A new poll from Zogby International and the Michael D. Palm Center reveals that U.S. military personnel are increasingly comfortable serving with openly gay colleagues.
The poll, released today, reveals that 73 percent of military members are comfortable with lesbians and gays. Nearly one in four (23 percent) service members report knowing for sure that someone in their unit is lesbian or gay, including 21 percent of those in combat units.
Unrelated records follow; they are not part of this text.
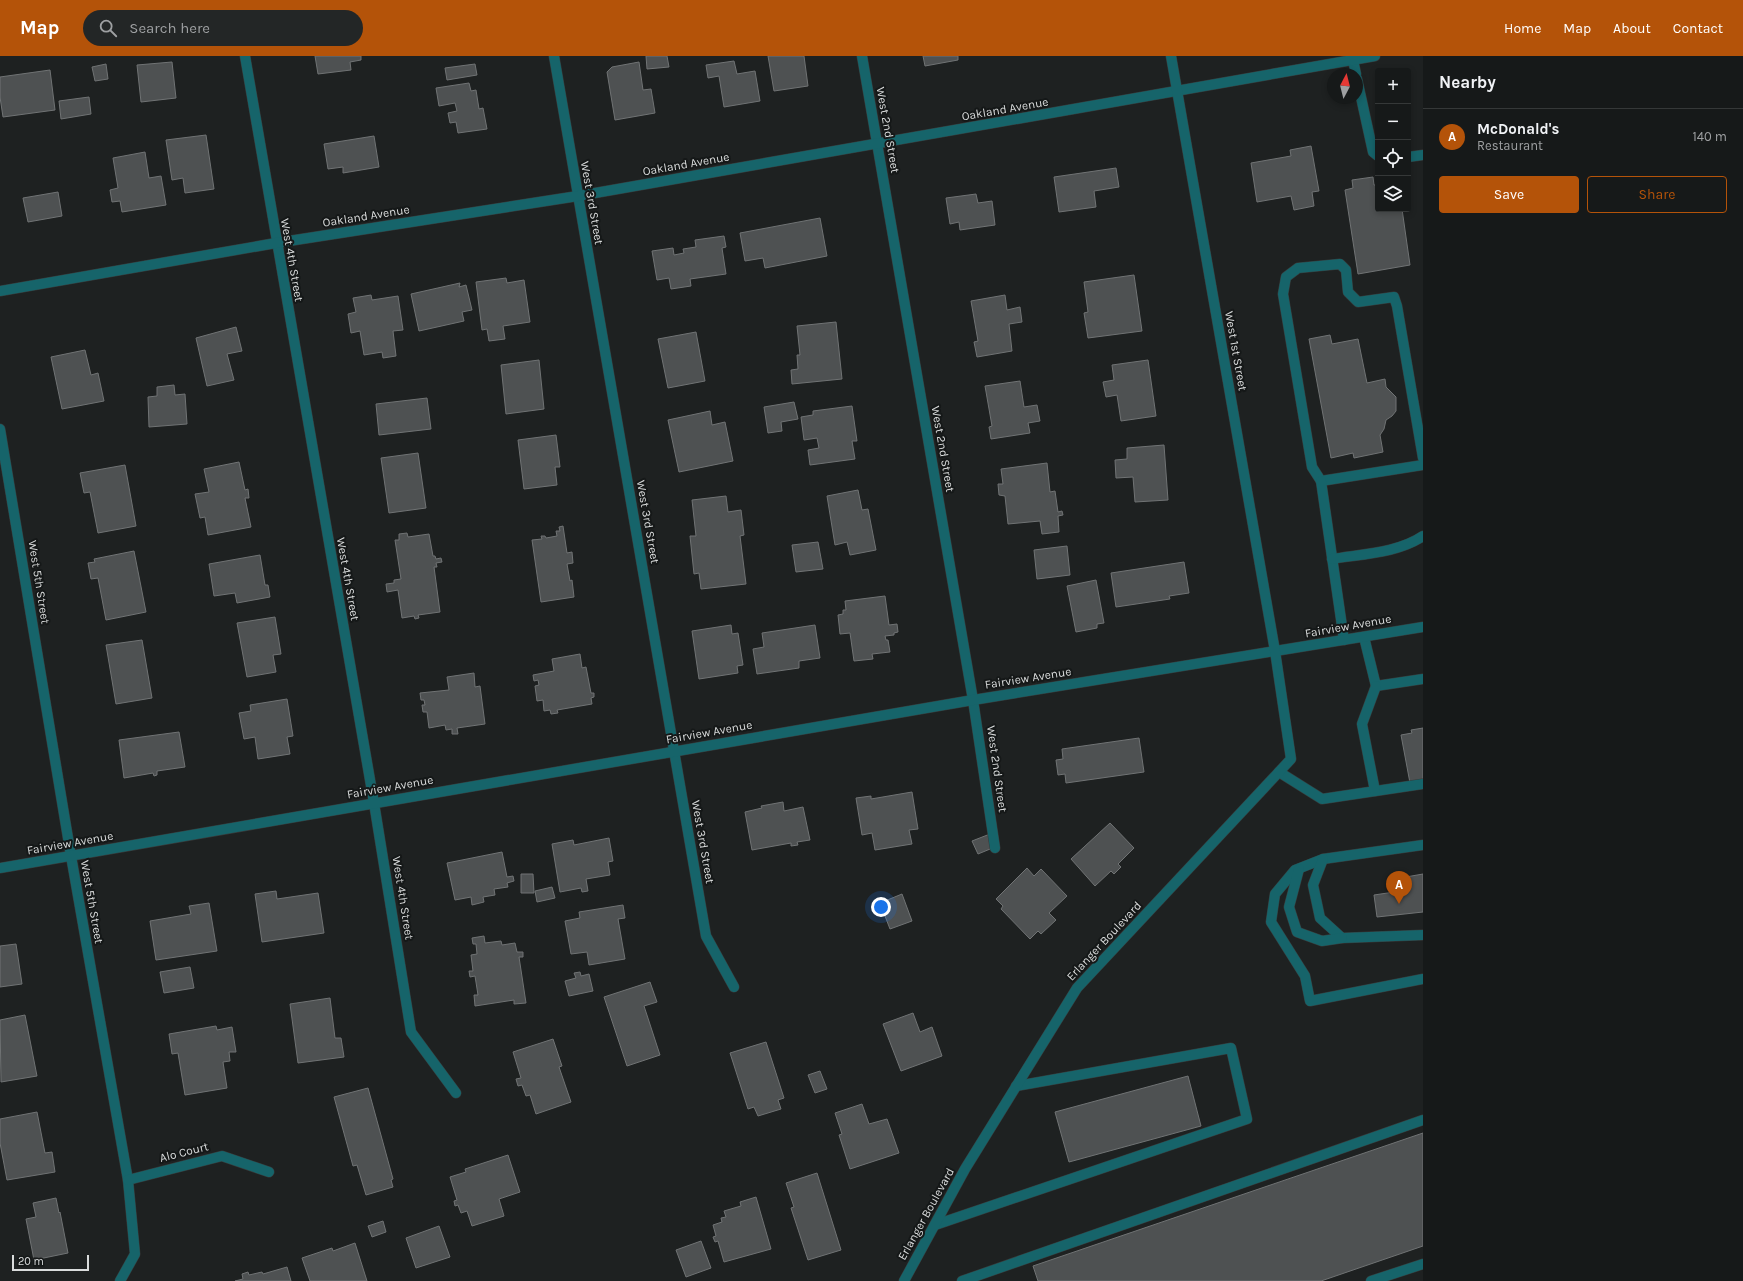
<!DOCTYPE html>
<meta charset="utf-8">
<style>
body{margin:0;font-family:Karla,sans-serif;background:#232626;color:#f1f3f6}
.controls{position:absolute;right:12px;top:12px;display:grid;overflow:hidden;border-radius:4px;box-shadow:0 2px 6px #0003}
.controls button{width:36px;height:36px;display:grid;place-items:center;padding:0;border:0;border-bottom:1px solid #353838;background:#161919;color:#f1f3f6;font:20px sans-serif}
.compass{position:absolute;left:1327px;top:12px;width:36px;height:36px;border-radius:50%;background:#161919;box-shadow:0 2px 6px #0003;rotate:7deg}
.scale{position:absolute;left:12px;bottom:10px;width:77px;box-sizing:border-box;padding-left:4px;border:2px solid #dadcdc;border-top:0;font-size:11px;line-height:14px;white-space:nowrap;color:#dadcdc;-webkit-text-stroke:3px #151818;paint-order:stroke}
.you{position:absolute;left:881px;top:851px;width:14px;height:14px;margin:-10px;border:3px solid #fff;border-radius:50%;background:#1a73e8;box-shadow:0 0 0 6px #1a73e833}
.badge{display:grid;place-items:center;width:26px;height:26px;border-radius:50%;background:#b45309;color:#fff;font-size:13px;font-weight:700}
.pin{position:absolute;translate:-50% -33px;filter:drop-shadow(0 1px 2px #0008)}
.pin::after{content:'';position:absolute;top:21px;width:14px;height:12px;background:inherit;clip-path:polygon(0 0,100% 0,50% 100%)}
.list{margin:0;padding:0;list-style:none}
h2{display:flex;justify-content:space-between;align-items:center;height:52px;margin:0;padding:0 16px;font-size:17px}
h2 small{font-size:13px;font-weight:400;color:#9ea0a2}
.list li{display:grid;grid-template-columns:26px 1fr auto;gap:12px;align-items:center;box-sizing:border-box;height:56px;padding:0 16px;border-top:1px solid #353838}
.list b{display:block;font-size:15px;white-space:nowrap}
.list p{margin:0;font-size:13px;white-space:nowrap;color:#9ea0a2}
.list em{font-size:13px;font-style:normal;color:#9ea0a2}
.actions{display:flex;gap:8px;padding:12px 16px}
.actions a{flex:1;padding:9px 0;border:1px solid #b45309;border-radius:4px;text-align:center;font-size:14px;color:#b45309}
.actions .main{background:#b45309;color:#fff}
.icon{flex:none;width:22px;height:22px;fill:none;stroke:currentColor;stroke-width:2;stroke-linecap:round;stroke-linejoin:round}
.map{position:relative;flex:none;width:1423px;height:1225px;overflow:hidden}
header{display:flex;align-items:center;gap:24px;box-sizing:border-box;height:56px;padding:0 20px;background:#b45309;color:#fff}
header strong{font-size:19px}
nav{display:flex;gap:22px;margin-inline-start:auto;font-size:14px}
.search{width:280px;height:36px;background:#232626;display:flex;align-items:center;gap:10px;box-sizing:border-box;padding:0 14px;border-radius:22px;color:#9ea0a2;font-size:15px}
main{display:flex}
aside{flex:1;background:#161919}
.map>svg:first-child{display:block}
</style>
<header>
<strong>Map</strong>
<div class="search"><svg class="icon" aria-label="search" viewBox="0 0 24 24"><circle cx="10" cy="10" r="6"/><path d="M15 15l6 6"/></svg>Search here</div>
<nav><a>Home</a><a>Map</a><a>About</a><a>Contact</a></nav>
</header>
<main>
<div class="map">
<svg width="1423" height="1225" viewBox="0 0 1423 1225">
<rect width="100%" height="100%" fill="#1e2121"/>
<g fill="#4e5152" stroke="#707374">
<path d="M315,0h46v4l-11,2 1,8 -33,4z"/>
<path d="M646,0h21l2,11 -22,2z"/>
<path d="M768,0h36l4,30 -34,5z"/>
<path d="M923,0h35v4l-33,6z"/>
<path d="M734,5l3,13 18,-3 5,30 -36,6 -5,-31 -11,2 -2,-13z"/>
<path d="M172,6l4,36 -35,4 -4,-37z"/>
<path d="M639,6l4,28 8,-1 4,24 -40,7 -8,-48 5,-5z"/>
<path d="M106,8l2,15 -13,2 -3,-14z"/>
<path d="M475,8l2,11 -30,5 -2,-12z"/>
<path d="M50,14l5,40 -52,7 -3,-20v-20z"/>
<path d="M469,27l2,8 5,-1 3,19 4,-1 4,21 -29,4 -2,-11 -6,1 -2,-10 9,-2 -2,-8 -16,3 -3,-18z"/>
<path d="M89,41l2,17 -30,5 -2,-18z"/>
<path d="M206,79l8,54 -29,4 -2,-15 -11,2 -6,-40z"/>
<path d="M374,80l5,31 -36,6v-6l-15,2 -4,-25z"/>
<path d="M1311,90l8,45 -7,1 2,14 -20,4 -3,-14 -34,6 -6,-39 40,-7 -1,-6z"/>
<path d="M145,96l4,26 12,-2 5,29 -44,7 -2,-11 -8,1 -2,-12 8,-2 -5,-30z"/>
<path d="M1116,112l3,19 -25,4 2,16 -37,5 -5,-35z"/>
<path d="M1373,121l1,8h4v24h24l8,56 -52,9 -13,-84 8,-2 -1,-8z"/>
<path d="M58,136l4,24 -34,6 -5,-24z"/>
<path d="M976,138l2,9 14,-2 3,24 -35,5 -1,-8 -9,2 -4,-26z"/>
<path d="M820,162l7,38 -62,12 -2,-10 -18,3 -5,-28z"/>
<path d="M724,180l2,11 -4,1 4,26 -36,5 1,7 -20,3 -2,-11 -12,2 -5,-29 21,-3 1,7 10,-2 -1,-4 13,-2 -1,-7z"/>
<path d="M1134,219l8,56 -54,7 -4,-25 4,-1 -4,-30z"/>
<path d="M506,222l1,5 17,-3 6,42 -27,4 2,13 -16,2 -2,-12 -5,1 -6,-48z"/>
<path d="M460,227l-1,4 7,-2 6,25 -10,2 2,9 -45,10 -8,-37z"/>
<path d="M371,239l1,5 26,-4 5,34 -10,1 3,25 -13,2 -1,-6 -18,3 -4,-24 -9,2 -3,-19 8,-2 -3,-14z"/>
<path d="M1005,239l2,15 13,-3 2,15 -13,2 3,27 -35,6 -3,-15 4,-1 -7,-40z"/>
<path d="M836,266l6,57 -50,5 -1,-14 7,-1 -1,-14h3l-3,-29z"/>
<path d="M236,271l6,24 -15,3 7,26 -27,6 -11,-48z"/>
<path d="M696,276l9,49 -37,7 -10,-49z"/>
<path d="M1330,279l2,9 26,-5 9,44 18,-4 1,8 10,10v14l-4,5 -6,4 -2,9 -4,6 3,17 -29,6 -1,-5 -22,5 -22,-119z"/>
<path d="M85,294l6,25 7,-2 6,28 -42,8 -11,-52z"/>
<path d="M539,304l5,49 -38,5 -5,-49z"/>
<path d="M1148,304l8,56 -35,5 -4,-26 -11,2 -3,-15 11,-2 -2,-15z"/>
<path d="M1020,325l4,26 13,-2 3,16 -12,2 2,10 -39,6 -2,-12 3,-1 -7,-40z"/>
<path d="M174,329l1,10 10,-1 2,30 -38,3 -1,-30 9,-1v-9z"/>
<path d="M427,342l4,31 -52,6 -3,-31z"/>
<path d="M794,346l4,17 -17,3 1,9 -14,2 -4,-26z"/>
<path d="M852,350l5,35h-5l3,18 -45,6 -2,-15 11,-2 -2,-10 -13,2 -3,-23 12,-2v-4z"/>
<path d="M710,355l2,14 13,-3 8,39 -54,11 -11,-52z"/>
<path d="M556,379l4,32h-5l2,18 -33,4 -6,-49z"/>
<path d="M1164,389l4,55 -33,2 -2,-25 -17,1 -1,-18 12,-1v-11z"/>
<path d="M418,397l8,55 -37,5 -8,-55z"/>
<path d="M239,406l6,28 3,-1 1,9h-4l6,29 -43,8 -3,-18 -5,1 -5,-24 14,-2 -5,-23z"/>
<path d="M1047,407l3,29 5,-1 3,21 4,-1 1,4 -5,1 1,16 -17,2 -2,-13 -32,3 -3,-28 -6,-1 -1,-11h5l-2,-15z"/>
<path d="M125,409l11,61 -38,7 -8,-41 -6,1 -4,-20z"/>
<path d="M858,434l4,20 6,-1 8,41 -26,5 -3,-13 -12,3 -8,-49z"/>
<path d="M726,440l2,16 13,-2 3,25 -4,1 6,48 -45,5 -2,-16 -5,1 -4,-38h6l-4,-36z"/>
<path d="M563,470l4,27 5,-1 1,11 -6,1 3,17 2,-1 2,17 -33,5 -9,-62 10,-1 -1,-3h4l1,2 11,-2 -1,-5h4l-1,-4z"/>
<path d="M407,477l1,4 21,-3 4,22h2l1,3 5,-1 1,4 -6,1 1,4h-3l6,45 -22,3 1,3 -4,1 -1,-3 -12,2 -4,-28 -11,2 -1,-8 8,-1v-3l7,-1 -6,-39h4v-6z"/>
<path d="M818,486l5,27 -27,3 -4,-27z"/>
<path d="M1067,490l3,29 -33,4 -3,-29z"/>
<path d="M134,495l12,61 -40,8 -8,-42 -7,1 -3,-16 7,-1 -1,-3z"/>
<path d="M260,499l5,30h3l2,12 -33,6 -2,-10 -21,3 -5,-32z"/>
<path d="M1184,506l5,31 -20,3 1,3 -54,8 -5,-34z"/>
<path d="M1096,524l8,43 -7,1v4l-21,4 -9,-46z"/>
<path d="M885,540l4,29 8,-1 1,8 -4,1v2l-9,1 1,4h2l2,12 -18,2 1,5 -19,2 -4,-28 -10,1 -2,-19 5,-1v-4h3l-1,-9z"/>
<path d="M275,561l6,37 -8,1 3,17 -29,5 -10,-54z"/>
<path d="M731,569l1,9 6,-1 5,32 -6,1 1,7 -39,6 -7,-48z"/>
<path d="M815,569l5,33 -21,3v7l-42,6 -4,-25 11,-2 -2,-14z"/>
<path d="M142,584l10,58 -36,6 -10,-59z"/>
<path d="M580,598l2,14 4,-1 5,26h3v4l-3,1 1,6 -35,6 1,3 -7,1 -1,-4 -6,1 -1,-11 -6,1 -2,-15 4,-1 -1,-5 -4,1 -1,-6 21,-4 -2,-12z"/>
<path d="M474,617l1,14 5,-1 5,38 -28,4 1,6h-6v-5l-6,1 -1,-5 -16,3 -2,-16h-4l-1,-7h3l-1,-5h-3l-1,-7 29,-3 -2,-13z"/>
<path d="M287,643l6,37 -6,1 3,17 -32,5 -3,-22 -11,2 -5,-26 12,-2 -1,-6z"/>
<path d="M1423,672v52l-13,3 -9,-48 11,-2 -1,-3z"/>
<path d="M179,676l6,35 -28,4v4l-3,1 -1,-3 -29,5 -5,-38z"/>
<path d="M1139,682l5,34 -78,11 -1,-9 -7,1 -2,-15 7,-1 -1,-10z"/>
<path d="M912,736l6,37 -9,1 3,14 -37,6 -3,-17 -10,2 -6,-37 15,-2v3z"/>
<path d="M783,746l1,9 19,-4 7,33 -13,2 1,3 -7,1v-3l-39,7 -7,-38 17,-4 -1,-2z"/>
<path d="M1110,767l24,25 -16,16 3,3 -7,7 -3,-3 -16,15 -24,-27z"/>
<path d="M990,778l5,13 -17,7 -6,-13z"/>
<path d="M609,782l4,23 -5,1 2,13 -24,4 2,12 -6,1 -1,-4 -21,4 -8,-48 21,-4 1,5z"/>
<path d="M502,796l5,25 6,-1 1,5 -7,2 1,4 -14,2 1,6 -12,2 1,5 -12,3 -1,-8 -16,3 -8,-37z"/>
<path d="M1027,812l7,8 7,-7 26,27 -18,17 7,7 -15,14 -3,-3 -8,8 -29,-30 2,-3 -7,-7z"/>
<path d="M521,818h12l1,19h-13z"/>
<path d="M1423,818v38l-46,5 -3,-22 27,-4 -1,-13z"/>
<path d="M552,831l3,11 -18,4 -2,-11z"/>
<path d="M276,835l1,8 41,-6 6,40 -62,9 -7,-48z"/>
<path d="M902,838l10,27 -22,8 -10,-26z"/>
<path d="M209,847l8,48 -61,9 -6,-39 41,-7 -2,-8z"/>
<path d="M623,849l2,13 -7,1 7,40 -36,6 -2,-13 -16,2 -6,-33 15,-3 -1,-6z"/>
<path d="M484,880l1,7 16,-2 1,4 13,-2 2,9h6v5h-4l7,46 -12,1v-4l-39,6 -1,-11h4l-3,-19 -5,1 -1,-6h4l-2,-16 6,-1 -1,-10h-3l-1,-6z"/>
<path d="M16,888l6,40 -22,3v-41z"/>
<path d="M190,911l4,21 -30,5 -4,-21z"/>
<path d="M580,916l1,4 8,-2 4,17 -24,5 -4,-15 11,-3 -2,-5z"/>
<path d="M650,926l7,20 -13,4 16,49 -33,11 -23,-69z"/>
<path d="M330,942l5,40h6l3,19 -46,6 -8,-59z"/>
<path d="M913,957l7,19 12,-5 10,29 -41,15 -18,-47z"/>
<path d="M25,959l12,61 -36,6 -1,-62z"/>
<path d="M216,970l1,4 15,-3 4,25h-7l1,9 -7,1 4,26 -42,7 -7,-42 -6,1 -3,-20z"/>
<path d="M553,983l9,27 -3,1 12,35 -35,12 -6,-19 -4,1 -4,-11 -4,1 -2,-7 5,-1 -8,-26z"/>
<path d="M766,986l18,56 -6,2 3,9 -23,7 -4,-9 -6,2 -18,-56z"/>
<path d="M820,1015l7,18 -12,4 -7,-18z"/>
<path d="M1188,1020l13,50 -132,36 -14,-50z"/>
<path d="M368,1032l25,91 -2,1 2,7 -27,8 -9,-30 -4,1 -19,-69z"/>
<path d="M862,1048l7,20 18,-5 12,34 -49,16 -11,-34 3,-1 -7,-21z"/>
<path d="M37,1056l8,41 7,-1 3,20 -48,8 -7,-37v-24z"/>
<path d="M1423,1077v113l-102,35h-283l-5,-15z"/>
<path d="M508,1099l12,37 -21,7 5,17 -32,10 -5,-15 -6,2 -3,-8 -3,1 -1,-5 3,-1 -7,-23 16,-5 -1,-3z"/>
<path d="M817,1117l24,77 -33,10 -17,-52 3,-1 -8,-24z"/>
<path d="M756,1141l15,52 -47,13 -6,-21 -3,1 -2,-5 3,-1 -3,-11 9,-3 -1,-4 5,-1 -2,-6 17,-5 -1,-4z"/>
<path d="M56,1142l3,15 1,-1 8,41 -34,7 -8,-41 10,-2 -3,-14z"/>
<path d="M383,1165l3,11 -14,5 -4,-11z"/>
<path d="M439,1170l11,31 -34,11 -10,-30z"/>
<path d="M701,1185l10,27 -25,9 -10,-27z"/>
<path d="M355,1187l12,38h-57l-8,-23 30,-10 1,3z"/>
<path d="M287,1211l4,14h-56l8,-2 -1,-5 6,-2 1,3 13,-3 1,2z"/>
</g>
<g fill="none" stroke-linecap="round" stroke-linejoin="round">
<defs>
<g id="lane">
<path d="M1353,4l3,14"/>
<path d="M1357,23l16,73 5,4"/>
<path d="M1408,101l15,-2"/>
<path d="M1423,402l-26,-152 -3,-9 -36,5 -10,-10 -2,-22 -6,-6 -42,4 -12,9 -3,17 29,173 9,14 102,-16"/>
<path d="M1321,425l23,159"/>
<path d="M1332,503c30,-5 66,-6 91,-23"/>
<path d="M1364,581l12,49 47,-7"/>
<path d="M1279,716l43,27 101,-15"/>
<path d="M1375,735l-13,-67 14,-38"/>
<path d="M1423,789l-100,14 -28,11 -20,24 -4,28 34,54 5,25 113,-22"/>
<path d="M1323,803l-10,26 7,33 22,20 81,-3"/>
<path d="M1299,813l-10,38 8,25 25,9 20,-3"/>
<path d="M935,1169l312,-106 -16,-71 -215,38"/>
<path d="M962,1225l461,-161"/>
<path d="M1371,1225l52,-17"/>
</g>
<g id="street">
<path d="M245,0l129,747 37,229 45,61"/>
<path d="M554,0l152,880 28,51"/>
<path d="M862,0l111,644 22,148"/>
<path d="M0,235l276,-48 302,-47 797,-140"/>
<path d="M0,373l71,427 57,324 7,74 -15,27"/>
<path d="M0,812l973,-168 450,-73"/>
<path d="M128,1124l94,-24 47,16"/>
<path d="M904,1225l61,-112 112,-181 214,-229 -16,-108 -104,-595"/>
</g>
</defs>
<use href="#lane" stroke="#383b3b" stroke-width="11"/>
<use href="#street" stroke="#383b3b" stroke-width="11"/>
<use href="#lane" stroke="#16646a" stroke-width="10"/>
<use href="#street" stroke="#16646a" stroke-width="10"/>
</g>
<g text-anchor="middle" dominant-baseline="central" stroke-width="4" stroke-linejoin="round" paint-order="stroke">
<g font-size="12" fill="#dadcdc" stroke="#151818">
<text transform="translate(1005 53) rotate(-10)">Oakland Avenue</text>
<text transform="translate(888 74) rotate(80)">West 2nd Street</text>
<text transform="translate(686 108) rotate(-10)">Oakland Avenue</text>
<text transform="translate(592 147) rotate(80)">West 3rd Street</text>
<text transform="translate(366 160) rotate(-9)">Oakland Avenue</text>
<text transform="translate(292 204) rotate(80)">West 4th Street</text>
<text transform="translate(1236 295) rotate(80)">West 1st Street</text>
<text transform="translate(943 393) rotate(80)">West 2nd Street</text>
<text transform="translate(648 466) rotate(80)">West 3rd Street</text>
<text transform="translate(348 523) rotate(80)">West 4th Street</text>
<text transform="translate(39 526) rotate(81)">West 5th Street</text>
<text transform="translate(1348 570) rotate(-10)">Fairview Avenue</text>
<text transform="translate(1028 622) rotate(-9)">Fairview Avenue</text>
<text transform="translate(709 676) rotate(-10)">Fairview Avenue</text>
<text transform="translate(997 713) rotate(82)">West 2nd Street</text>
<text transform="translate(390 731) rotate(-10)">Fairview Avenue</text>
<text transform="translate(703 786) rotate(80)">West 3rd Street</text>
<text transform="translate(70 787) rotate(-10)">Fairview Avenue</text>
<text transform="translate(403 842) rotate(81)">West 4th Street</text>
<text transform="translate(92 846) rotate(80)">West 5th Street</text>
<text transform="translate(1104 885) rotate(-47)">Erlanger Boulevard</text>
<text transform="translate(184 1096) rotate(-14)">Alo Court</text>
<text transform="translate(926 1158) rotate(-61)">Erlanger Boulevard</text>
</g>
</g>
</svg>
<div class="controls">
<button>+</button>
<button>−</button>
<button><svg class="icon" aria-label="locate" viewBox="0 0 24 24"><circle cx="12" cy="12" r="6"/><path d="M12 2v4M12 18v4M2 12h4M18 12h4"/></svg></button>
<button><svg class="icon" aria-label="layers" viewBox="0 0 24 24"><path d="M12 4l9 5-9 5-9-5zM3 14l9 5 9-5"/></svg></button>
</div>
<svg class="compass" viewBox="-18 -18 36 36"><path d="M0-13l5 13h-10z" fill="#e53935"/><path d="M0 13l5-13h-10z" fill="#9ea0a2"/></svg>
<div class="scale">20 m</div>
<div class="you"></div>
<div class="pin badge" style="left:1399px;top:848px">A</div>
</div>
<aside>
<h2>Nearby<small></small></h2>
<ul class="list">
<li><span class="badge">A</span><div><b>McDonald's</b><p>Restaurant</p></div><em>140 m</em></li>
</ul>
<div class="actions"><a class="main">Save</a><a>Share</a></div>
</aside>
</main>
"Today’s poll is one more nail in the coffin of ‘Don’t Ask, Don’t Tell,’" said C. Dixon Osburn, executive director of Servicemembers Legal Defense Network (SLDN). "Those who defend the law have argued that openly gay personnel harm military readiness. This research highlights the absurdity of such a hypothesis. Not only are there more than 65,000 lesbians and gays serving in the armed forces, but many are serving openly. Their straight colleagues are just fine with that. At a time when our fighting forces are stretched thin and leaders are calling for the recruitment of more troops, it is time for Congress to do away with this archaic law."
The poll of 545 troops who served in Iraq and Afghanistan also found that, even among those who did not know for certain if a gay colleague was in their unit, nearly half (45 percent) suspected as much. Among those who did know a gay colleague, few said their presence undermined morale. In 1993, only 13 percent of enlisted personnel supported open service.
The Zogby poll is the latest in a series of polls and public statements indicating readiness for a chance in policy. A 2004 Annenberg poll found that a majority of junior enlisted personnel favor allowing gays to serve openly, up from 13 percent in other polls from 1993. Among the general public, Gallup has found 79 percent support for repealing the gay ban. A recent Boston Globe poll also found that a majority of conservatives and regular church-goers favor repeal, too.
Senior military leaders are increasingly speaking up in favor of reviewing the ban on open service as well.
Lieutenant General Claudia Kennedy, USA (Ret.), the first female to achieve three-star rank in the Army, recently called "Don’t Ask, Don’t Tell" a "hollow policy that serves no useful purpose."
Lieutenant General Daniel W. Christman, former superintendent of West Point, told The New York Times that "It is clear that national attitudes toward this issue have evolved considerably in the last decade. This has been led by a new generation of service members who take a more relaxed and tolerant view toward homosexuality."
"There has been a seismic shift among the military and the public in favor of welcoming gay patriots in our armed forces," said Osburn. "Congress should follow the example of those who serve on the frontlines every day and repeal ‘Don’t Ask, Don’t Tell’ once and for all."
Congressman Marty Meehan (D-MA) will re-introduce The Military ReadinessEnhancement Act, which would repeal "Don’t Ask, Don’t Tell" and allows gays to serve openly, when Congress reconvenes in 2007. During the 109th Congress, a bipartisan coalition of 123 lawmakers supported the bill.